EXERCISE AIM: I'd like every record written out again, exactly as it is.

INFORMATION PROVIDED:

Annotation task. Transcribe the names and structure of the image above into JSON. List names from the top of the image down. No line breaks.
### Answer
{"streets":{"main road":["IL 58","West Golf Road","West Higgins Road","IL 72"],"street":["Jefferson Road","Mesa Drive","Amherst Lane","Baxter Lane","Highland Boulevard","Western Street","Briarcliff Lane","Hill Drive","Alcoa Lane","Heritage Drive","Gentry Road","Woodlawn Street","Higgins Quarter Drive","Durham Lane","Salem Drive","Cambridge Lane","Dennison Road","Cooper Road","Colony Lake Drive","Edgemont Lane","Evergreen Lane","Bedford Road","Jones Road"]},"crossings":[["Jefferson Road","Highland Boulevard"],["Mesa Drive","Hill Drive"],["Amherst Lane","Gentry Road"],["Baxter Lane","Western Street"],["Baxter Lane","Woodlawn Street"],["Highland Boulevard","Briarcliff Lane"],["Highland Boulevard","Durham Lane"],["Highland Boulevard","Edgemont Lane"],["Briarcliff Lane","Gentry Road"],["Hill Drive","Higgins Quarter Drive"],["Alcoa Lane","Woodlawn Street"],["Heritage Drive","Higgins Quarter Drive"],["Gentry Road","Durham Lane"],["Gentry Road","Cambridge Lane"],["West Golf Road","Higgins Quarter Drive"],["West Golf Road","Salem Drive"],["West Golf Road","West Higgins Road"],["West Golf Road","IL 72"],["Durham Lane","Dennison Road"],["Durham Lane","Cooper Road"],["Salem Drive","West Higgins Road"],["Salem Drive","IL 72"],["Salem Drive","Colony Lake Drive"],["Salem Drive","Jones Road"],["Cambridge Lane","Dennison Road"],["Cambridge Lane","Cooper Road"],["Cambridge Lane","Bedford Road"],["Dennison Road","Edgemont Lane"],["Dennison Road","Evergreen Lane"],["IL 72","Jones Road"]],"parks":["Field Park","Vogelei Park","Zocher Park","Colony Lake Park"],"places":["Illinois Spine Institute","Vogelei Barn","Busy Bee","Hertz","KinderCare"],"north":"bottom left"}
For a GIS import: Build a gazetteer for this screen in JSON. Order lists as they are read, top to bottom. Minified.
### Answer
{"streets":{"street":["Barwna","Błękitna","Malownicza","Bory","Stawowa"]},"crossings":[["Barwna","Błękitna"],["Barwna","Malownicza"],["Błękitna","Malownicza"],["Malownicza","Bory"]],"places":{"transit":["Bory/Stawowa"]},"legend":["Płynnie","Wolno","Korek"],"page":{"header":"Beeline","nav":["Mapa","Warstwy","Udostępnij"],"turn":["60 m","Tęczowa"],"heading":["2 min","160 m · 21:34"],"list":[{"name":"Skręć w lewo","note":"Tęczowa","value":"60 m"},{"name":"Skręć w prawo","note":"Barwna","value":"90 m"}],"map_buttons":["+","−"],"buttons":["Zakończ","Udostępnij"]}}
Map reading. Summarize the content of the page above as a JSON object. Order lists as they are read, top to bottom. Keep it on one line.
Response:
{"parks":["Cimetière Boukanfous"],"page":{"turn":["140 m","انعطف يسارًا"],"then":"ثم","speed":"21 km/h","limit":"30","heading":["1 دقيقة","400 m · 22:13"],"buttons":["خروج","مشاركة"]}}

WORKED SOLUTION:
Annotation task. Transcribe the names and structure of the image above into JSON. List names from the top of the image down. No line breaks.
### Answer
{"streets":{"main road":["IL 58","West Golf Road","West Higgins Road","IL 72"],"street":["Jefferson Road","Mesa Drive","Amherst Lane","Baxter Lane","Highland Boulevard","Western Street","Briarcliff Lane","Hill Drive","Alcoa Lane","Heritage Drive","Gentry Road","Woodlawn Street","Higgins Quarter Drive","Durham Lane","Salem Drive","Cambridge Lane","Dennison Road","Cooper Road","Colony Lake Drive","Edgemont Lane","Evergreen Lane","Bedford Road","Jones Road"]},"crossings":[["Jefferson Road","Highland Boulevard"],["Mesa Drive","Hill Drive"],["Amherst Lane","Gentry Road"],["Baxter Lane","Western Street"],["Baxter Lane","Woodlawn Street"],["Highland Boulevard","Briarcliff Lane"],["Highland Boulevard","Durham Lane"],["Highland Boulevard","Edgemont Lane"],["Briarcliff Lane","Gentry Road"],["Hill Drive","Higgins Quarter Drive"],["Alcoa Lane","Woodlawn Street"],["Heritage Drive","Higgins Quarter Drive"],["Gentry Road","Durham Lane"],["Gentry Road","Cambridge Lane"],["West Golf Road","Higgins Quarter Drive"],["West Golf Road","Salem Drive"],["West Golf Road","West Higgins Road"],["West Golf Road","IL 72"],["Durham Lane","Dennison Road"],["Durham Lane","Cooper Road"],["Salem Drive","West Higgins Road"],["Salem Drive","IL 72"],["Salem Drive","Colony Lake Drive"],["Salem Drive","Jones Road"],["Cambridge Lane","Dennison Road"],["Cambridge Lane","Cooper Road"],["Cambridge Lane","Bedford Road"],["Dennison Road","Edgemont Lane"],["Dennison Road","Evergreen Lane"],["IL 72","Jones Road"]],"parks":["Field Park","Vogelei Park","Zocher Park","Colony Lake Park"],"places":["Illinois Spine Institute","Vogelei Barn","Busy Bee","Hertz","KinderCare"],"north":"bottom left"}
For a GIS import: Build a gazetteer for this screen in JSON. Order lists as they are read, top to bottom. Minified.
### Answer
{"streets":{"street":["Barwna","Błękitna","Malownicza","Bory","Stawowa"]},"crossings":[["Barwna","Błękitna"],["Barwna","Malownicza"],["Błękitna","Malownicza"],["Malownicza","Bory"]],"places":{"transit":["Bory/Stawowa"]},"legend":["Płynnie","Wolno","Korek"],"page":{"header":"Beeline","nav":["Mapa","Warstwy","Udostępnij"],"turn":["60 m","Tęczowa"],"heading":["2 min","160 m · 21:34"],"list":[{"name":"Skręć w lewo","note":"Tęczowa","value":"60 m"},{"name":"Skręć w prawo","note":"Barwna","value":"90 m"}],"map_buttons":["+","−"],"buttons":["Zakończ","Udostępnij"]}}
Map reading. Summarize the content of the page above as a JSON object. Order lists as they are read, top to bottom. Keep it on one line.
Response:
{"parks":["Cimetière Boukanfous"],"page":{"turn":["140 m","انعطف يسارًا"],"then":"ثم","speed":"21 km/h","limit":"30","heading":["1 دقيقة","400 m · 22:13"],"buttons":["خروج","مشاركة"]}}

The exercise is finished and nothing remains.